The woman alleges the police were called by a member of staff at St Albans Crown Court who had come onto the scene to tell her the injured man had to be moved and quickly. She said: “I park along here all the time and I am certain he came out of there, shouting and telling us to move. The next thing we know, there’s a police car here. Talk about over-reacting. The ambulance wasn’t far behind.
“There’s just no heart. Nobody cares. That man was blocking a road and might have prevented people from parking just that little bit closer to the shops, so people felt he had to be moved. Why did the police need to be called? It sickens me, it really does.”
But a spokesperson for the Crown Court said its staff were not aware of the incident and had not been involved anyway.

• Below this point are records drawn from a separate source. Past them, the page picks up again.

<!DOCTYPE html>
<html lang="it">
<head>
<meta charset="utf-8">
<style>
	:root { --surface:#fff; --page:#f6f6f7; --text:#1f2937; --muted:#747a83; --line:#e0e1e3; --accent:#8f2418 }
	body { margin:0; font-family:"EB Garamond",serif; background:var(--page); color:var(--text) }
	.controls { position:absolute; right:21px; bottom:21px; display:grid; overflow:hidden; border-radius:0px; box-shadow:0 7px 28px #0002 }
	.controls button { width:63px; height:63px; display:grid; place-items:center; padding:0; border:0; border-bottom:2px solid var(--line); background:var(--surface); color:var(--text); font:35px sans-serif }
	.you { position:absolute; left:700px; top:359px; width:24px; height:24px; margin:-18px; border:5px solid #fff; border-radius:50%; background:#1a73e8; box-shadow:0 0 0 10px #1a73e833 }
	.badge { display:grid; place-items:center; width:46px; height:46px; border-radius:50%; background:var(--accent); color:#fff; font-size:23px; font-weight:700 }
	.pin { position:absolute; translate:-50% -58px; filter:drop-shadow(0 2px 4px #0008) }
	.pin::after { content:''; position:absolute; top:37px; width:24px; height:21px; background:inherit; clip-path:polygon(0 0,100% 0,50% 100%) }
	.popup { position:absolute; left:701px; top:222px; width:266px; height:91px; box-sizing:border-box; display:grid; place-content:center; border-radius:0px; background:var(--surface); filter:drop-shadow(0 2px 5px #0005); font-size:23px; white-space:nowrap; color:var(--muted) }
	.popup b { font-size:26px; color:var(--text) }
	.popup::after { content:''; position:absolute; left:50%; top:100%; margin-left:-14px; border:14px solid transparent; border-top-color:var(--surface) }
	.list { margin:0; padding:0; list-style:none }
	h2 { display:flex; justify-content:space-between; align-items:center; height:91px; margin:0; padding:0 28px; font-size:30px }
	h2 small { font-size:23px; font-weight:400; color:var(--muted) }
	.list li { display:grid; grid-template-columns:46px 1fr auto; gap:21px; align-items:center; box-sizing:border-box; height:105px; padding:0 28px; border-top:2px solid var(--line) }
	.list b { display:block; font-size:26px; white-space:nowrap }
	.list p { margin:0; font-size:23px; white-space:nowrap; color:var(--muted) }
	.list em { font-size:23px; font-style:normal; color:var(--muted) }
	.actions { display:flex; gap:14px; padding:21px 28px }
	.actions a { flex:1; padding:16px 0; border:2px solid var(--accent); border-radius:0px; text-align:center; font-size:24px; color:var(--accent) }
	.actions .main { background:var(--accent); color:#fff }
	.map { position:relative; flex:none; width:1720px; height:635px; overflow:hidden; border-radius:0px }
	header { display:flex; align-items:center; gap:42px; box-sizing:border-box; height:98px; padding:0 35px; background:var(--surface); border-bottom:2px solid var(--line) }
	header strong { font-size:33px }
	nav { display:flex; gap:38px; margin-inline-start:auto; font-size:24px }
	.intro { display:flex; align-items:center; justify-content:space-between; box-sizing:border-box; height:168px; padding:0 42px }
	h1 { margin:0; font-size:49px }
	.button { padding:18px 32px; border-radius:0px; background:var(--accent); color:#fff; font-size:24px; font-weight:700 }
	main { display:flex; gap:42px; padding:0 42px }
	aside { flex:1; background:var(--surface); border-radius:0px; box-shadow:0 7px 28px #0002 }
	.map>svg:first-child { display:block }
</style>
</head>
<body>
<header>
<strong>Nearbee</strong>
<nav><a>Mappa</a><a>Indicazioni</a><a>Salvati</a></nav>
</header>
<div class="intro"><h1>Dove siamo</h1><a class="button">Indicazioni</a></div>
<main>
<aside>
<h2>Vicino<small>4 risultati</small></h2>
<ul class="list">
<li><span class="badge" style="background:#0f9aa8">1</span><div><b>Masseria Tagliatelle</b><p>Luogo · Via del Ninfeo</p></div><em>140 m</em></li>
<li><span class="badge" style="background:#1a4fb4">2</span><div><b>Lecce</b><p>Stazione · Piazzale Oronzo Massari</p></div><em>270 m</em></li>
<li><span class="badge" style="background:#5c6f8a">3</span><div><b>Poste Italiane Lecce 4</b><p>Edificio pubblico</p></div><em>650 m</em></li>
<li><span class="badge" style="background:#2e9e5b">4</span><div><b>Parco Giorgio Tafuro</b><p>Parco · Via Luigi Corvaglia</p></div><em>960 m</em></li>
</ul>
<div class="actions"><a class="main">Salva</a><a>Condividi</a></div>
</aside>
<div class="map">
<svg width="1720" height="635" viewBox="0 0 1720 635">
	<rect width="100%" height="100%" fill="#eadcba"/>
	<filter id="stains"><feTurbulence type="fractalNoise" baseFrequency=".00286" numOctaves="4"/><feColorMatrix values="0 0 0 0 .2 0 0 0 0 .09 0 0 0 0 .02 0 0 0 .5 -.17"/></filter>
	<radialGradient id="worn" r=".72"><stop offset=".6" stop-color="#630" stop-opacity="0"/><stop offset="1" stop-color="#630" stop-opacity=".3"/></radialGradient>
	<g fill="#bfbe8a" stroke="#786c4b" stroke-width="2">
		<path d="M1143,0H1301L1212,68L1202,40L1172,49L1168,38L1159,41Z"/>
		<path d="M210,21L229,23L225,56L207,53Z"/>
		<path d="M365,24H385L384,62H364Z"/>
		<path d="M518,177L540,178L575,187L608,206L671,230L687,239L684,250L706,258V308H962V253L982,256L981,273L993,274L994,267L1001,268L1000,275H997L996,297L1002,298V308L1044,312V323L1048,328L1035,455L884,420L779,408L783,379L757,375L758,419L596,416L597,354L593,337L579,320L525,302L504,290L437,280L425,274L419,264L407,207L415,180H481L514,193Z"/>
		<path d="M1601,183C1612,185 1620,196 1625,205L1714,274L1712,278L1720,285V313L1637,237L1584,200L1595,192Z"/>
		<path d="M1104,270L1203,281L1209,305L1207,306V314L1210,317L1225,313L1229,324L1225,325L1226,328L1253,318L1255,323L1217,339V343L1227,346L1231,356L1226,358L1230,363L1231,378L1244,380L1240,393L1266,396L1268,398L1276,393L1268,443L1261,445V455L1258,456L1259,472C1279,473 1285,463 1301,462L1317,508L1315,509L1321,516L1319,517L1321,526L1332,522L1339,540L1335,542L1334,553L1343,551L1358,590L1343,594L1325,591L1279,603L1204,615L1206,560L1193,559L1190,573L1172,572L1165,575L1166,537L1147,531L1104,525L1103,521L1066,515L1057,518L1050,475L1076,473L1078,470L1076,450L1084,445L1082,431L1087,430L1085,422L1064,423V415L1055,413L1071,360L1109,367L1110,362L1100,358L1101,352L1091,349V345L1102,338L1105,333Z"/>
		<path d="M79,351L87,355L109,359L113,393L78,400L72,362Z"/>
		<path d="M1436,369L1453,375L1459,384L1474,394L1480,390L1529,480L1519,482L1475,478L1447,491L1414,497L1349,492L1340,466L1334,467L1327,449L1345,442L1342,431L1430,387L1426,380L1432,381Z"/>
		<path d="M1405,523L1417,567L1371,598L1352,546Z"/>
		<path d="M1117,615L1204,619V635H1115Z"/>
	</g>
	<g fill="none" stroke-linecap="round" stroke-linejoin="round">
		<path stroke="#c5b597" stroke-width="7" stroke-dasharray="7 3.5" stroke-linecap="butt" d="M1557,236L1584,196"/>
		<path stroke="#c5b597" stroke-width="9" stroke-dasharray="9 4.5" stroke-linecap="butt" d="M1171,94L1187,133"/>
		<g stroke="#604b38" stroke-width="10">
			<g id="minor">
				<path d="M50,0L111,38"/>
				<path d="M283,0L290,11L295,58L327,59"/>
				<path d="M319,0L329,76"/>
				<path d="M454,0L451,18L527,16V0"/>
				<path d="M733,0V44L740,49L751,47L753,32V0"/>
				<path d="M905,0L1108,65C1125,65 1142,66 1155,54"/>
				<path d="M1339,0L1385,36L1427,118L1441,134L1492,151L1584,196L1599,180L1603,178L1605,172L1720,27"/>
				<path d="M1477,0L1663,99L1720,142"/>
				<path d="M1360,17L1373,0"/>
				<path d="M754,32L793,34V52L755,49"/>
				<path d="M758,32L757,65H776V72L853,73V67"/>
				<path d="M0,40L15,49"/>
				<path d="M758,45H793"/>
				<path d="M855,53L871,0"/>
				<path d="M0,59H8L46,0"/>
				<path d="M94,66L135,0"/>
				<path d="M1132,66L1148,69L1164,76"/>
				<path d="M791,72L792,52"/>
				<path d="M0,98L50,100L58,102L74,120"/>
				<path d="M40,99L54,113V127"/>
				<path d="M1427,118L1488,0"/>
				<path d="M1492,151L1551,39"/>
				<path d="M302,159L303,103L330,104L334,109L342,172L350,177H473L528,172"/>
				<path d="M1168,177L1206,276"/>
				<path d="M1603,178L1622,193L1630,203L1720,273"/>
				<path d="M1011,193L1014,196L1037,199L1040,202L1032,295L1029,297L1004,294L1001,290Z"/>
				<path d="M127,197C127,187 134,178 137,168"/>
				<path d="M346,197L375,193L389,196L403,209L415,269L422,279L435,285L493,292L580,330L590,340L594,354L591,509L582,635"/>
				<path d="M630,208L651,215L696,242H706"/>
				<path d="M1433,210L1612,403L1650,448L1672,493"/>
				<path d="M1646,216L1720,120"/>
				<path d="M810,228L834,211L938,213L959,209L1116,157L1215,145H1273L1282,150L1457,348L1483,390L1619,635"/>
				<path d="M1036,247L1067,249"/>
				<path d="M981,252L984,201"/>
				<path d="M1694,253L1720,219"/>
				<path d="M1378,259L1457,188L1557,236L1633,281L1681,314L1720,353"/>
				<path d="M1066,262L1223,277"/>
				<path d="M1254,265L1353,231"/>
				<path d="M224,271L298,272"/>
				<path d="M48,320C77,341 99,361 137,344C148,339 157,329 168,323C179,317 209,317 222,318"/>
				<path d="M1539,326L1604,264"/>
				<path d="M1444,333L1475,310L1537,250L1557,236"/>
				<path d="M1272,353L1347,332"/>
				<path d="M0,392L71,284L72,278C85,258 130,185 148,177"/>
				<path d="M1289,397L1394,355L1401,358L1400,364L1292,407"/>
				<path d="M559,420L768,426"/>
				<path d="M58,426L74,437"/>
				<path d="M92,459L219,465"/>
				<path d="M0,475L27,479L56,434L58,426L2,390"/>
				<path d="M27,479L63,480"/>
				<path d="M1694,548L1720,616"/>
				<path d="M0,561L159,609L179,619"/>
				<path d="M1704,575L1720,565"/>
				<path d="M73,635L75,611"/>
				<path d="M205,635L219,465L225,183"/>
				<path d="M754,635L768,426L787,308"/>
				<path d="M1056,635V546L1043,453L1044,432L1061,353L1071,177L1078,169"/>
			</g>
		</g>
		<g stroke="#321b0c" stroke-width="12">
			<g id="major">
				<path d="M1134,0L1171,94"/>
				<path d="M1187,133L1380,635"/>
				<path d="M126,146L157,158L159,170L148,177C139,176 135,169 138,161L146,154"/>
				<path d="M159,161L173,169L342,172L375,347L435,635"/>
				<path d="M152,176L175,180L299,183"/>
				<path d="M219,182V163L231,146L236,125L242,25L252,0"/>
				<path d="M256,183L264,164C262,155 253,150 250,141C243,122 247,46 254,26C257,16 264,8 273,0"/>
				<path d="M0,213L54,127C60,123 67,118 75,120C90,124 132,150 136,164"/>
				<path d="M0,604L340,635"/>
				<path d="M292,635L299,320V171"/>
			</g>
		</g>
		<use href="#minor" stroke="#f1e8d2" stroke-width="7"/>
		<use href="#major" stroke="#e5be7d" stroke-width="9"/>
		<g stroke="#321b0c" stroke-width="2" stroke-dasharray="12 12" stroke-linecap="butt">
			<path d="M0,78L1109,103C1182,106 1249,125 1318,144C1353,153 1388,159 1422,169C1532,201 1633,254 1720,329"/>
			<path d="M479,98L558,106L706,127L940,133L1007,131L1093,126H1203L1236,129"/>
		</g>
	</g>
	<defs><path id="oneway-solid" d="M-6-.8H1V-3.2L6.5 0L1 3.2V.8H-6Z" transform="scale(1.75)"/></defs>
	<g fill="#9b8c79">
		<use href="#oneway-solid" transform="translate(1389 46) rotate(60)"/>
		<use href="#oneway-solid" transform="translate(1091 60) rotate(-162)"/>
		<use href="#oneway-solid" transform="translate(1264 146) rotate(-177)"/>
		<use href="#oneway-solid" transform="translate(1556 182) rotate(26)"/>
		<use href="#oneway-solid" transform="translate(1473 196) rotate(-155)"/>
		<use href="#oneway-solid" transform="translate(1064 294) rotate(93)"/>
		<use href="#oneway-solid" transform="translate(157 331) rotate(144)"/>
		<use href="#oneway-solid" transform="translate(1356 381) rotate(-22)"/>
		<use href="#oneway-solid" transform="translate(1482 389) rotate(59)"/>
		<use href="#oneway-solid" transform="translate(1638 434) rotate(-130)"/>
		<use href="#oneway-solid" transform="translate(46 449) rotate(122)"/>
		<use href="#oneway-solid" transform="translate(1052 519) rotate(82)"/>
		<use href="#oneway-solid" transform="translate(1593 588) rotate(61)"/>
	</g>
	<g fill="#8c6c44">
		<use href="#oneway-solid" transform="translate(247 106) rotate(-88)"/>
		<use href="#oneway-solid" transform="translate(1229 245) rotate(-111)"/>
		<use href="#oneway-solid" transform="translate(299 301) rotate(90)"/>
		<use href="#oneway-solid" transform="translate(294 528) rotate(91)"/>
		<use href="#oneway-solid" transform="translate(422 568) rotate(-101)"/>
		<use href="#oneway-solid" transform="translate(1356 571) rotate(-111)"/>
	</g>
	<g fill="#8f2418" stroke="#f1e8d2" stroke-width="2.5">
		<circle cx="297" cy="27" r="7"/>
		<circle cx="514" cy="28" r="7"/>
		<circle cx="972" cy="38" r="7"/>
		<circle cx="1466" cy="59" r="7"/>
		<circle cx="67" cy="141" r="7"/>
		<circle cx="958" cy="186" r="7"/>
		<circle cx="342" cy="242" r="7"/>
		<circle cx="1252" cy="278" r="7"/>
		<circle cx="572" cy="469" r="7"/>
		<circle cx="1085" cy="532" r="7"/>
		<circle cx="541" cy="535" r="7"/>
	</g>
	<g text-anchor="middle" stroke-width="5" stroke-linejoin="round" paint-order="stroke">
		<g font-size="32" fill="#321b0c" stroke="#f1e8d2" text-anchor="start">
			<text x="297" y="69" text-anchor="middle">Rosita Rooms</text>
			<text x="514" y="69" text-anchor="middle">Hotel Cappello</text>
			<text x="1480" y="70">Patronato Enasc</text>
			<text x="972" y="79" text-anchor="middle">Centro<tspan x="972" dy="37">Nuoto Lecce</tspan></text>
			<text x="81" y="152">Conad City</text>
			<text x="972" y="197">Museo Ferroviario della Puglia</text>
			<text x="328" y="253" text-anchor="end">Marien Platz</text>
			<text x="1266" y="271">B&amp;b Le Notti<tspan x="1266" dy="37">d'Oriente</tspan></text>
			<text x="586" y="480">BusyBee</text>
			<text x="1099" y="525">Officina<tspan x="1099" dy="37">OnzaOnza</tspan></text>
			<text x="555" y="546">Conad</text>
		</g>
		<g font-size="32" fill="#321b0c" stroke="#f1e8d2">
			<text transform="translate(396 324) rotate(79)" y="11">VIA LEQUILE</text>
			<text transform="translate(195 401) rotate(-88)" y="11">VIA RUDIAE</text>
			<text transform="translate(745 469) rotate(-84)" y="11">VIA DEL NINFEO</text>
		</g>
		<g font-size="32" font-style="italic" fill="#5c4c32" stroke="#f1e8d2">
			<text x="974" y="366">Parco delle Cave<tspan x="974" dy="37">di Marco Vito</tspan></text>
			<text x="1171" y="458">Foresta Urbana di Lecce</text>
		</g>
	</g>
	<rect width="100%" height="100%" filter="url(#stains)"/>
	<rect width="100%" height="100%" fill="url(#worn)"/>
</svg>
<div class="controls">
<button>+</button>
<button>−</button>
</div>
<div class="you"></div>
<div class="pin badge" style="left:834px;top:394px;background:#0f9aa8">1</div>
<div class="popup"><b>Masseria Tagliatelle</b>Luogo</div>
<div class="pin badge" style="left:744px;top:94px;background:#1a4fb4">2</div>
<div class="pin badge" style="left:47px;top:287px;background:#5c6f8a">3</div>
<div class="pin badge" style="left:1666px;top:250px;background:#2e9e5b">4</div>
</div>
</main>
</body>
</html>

The pensioner was assessed by paramedics at the scene and while he wasn’t deemed to be injured, the woman who had sat with him in the pouring rain claims her greatest concern was the impact it would have on his mind.
She added: “The elderly are treated like second-class citizens and never was it more evident than last Wednesday.”
She has vowed to take the matter to the highest level, but says her first concern is for the man whom she has been keeping tabs on since the fall.
A spokesman for Herts Police said: “The safety of members of the public is paramount and we take complaints about the conduct of officers very seriously.
“We are aware of the incident but we have not received any complaints from either the injured party or any other members of the public.”
A spokesperson for the East of England Ambulance Service said the man was assessed at the scene but was not injured. She said that the service usually advised members of the public not to move a person when they have fallen but in this case, those attending were police officers who had experience dealing with incidents. She added that because the man was in the road, the risks of not moving him also had to be assessed.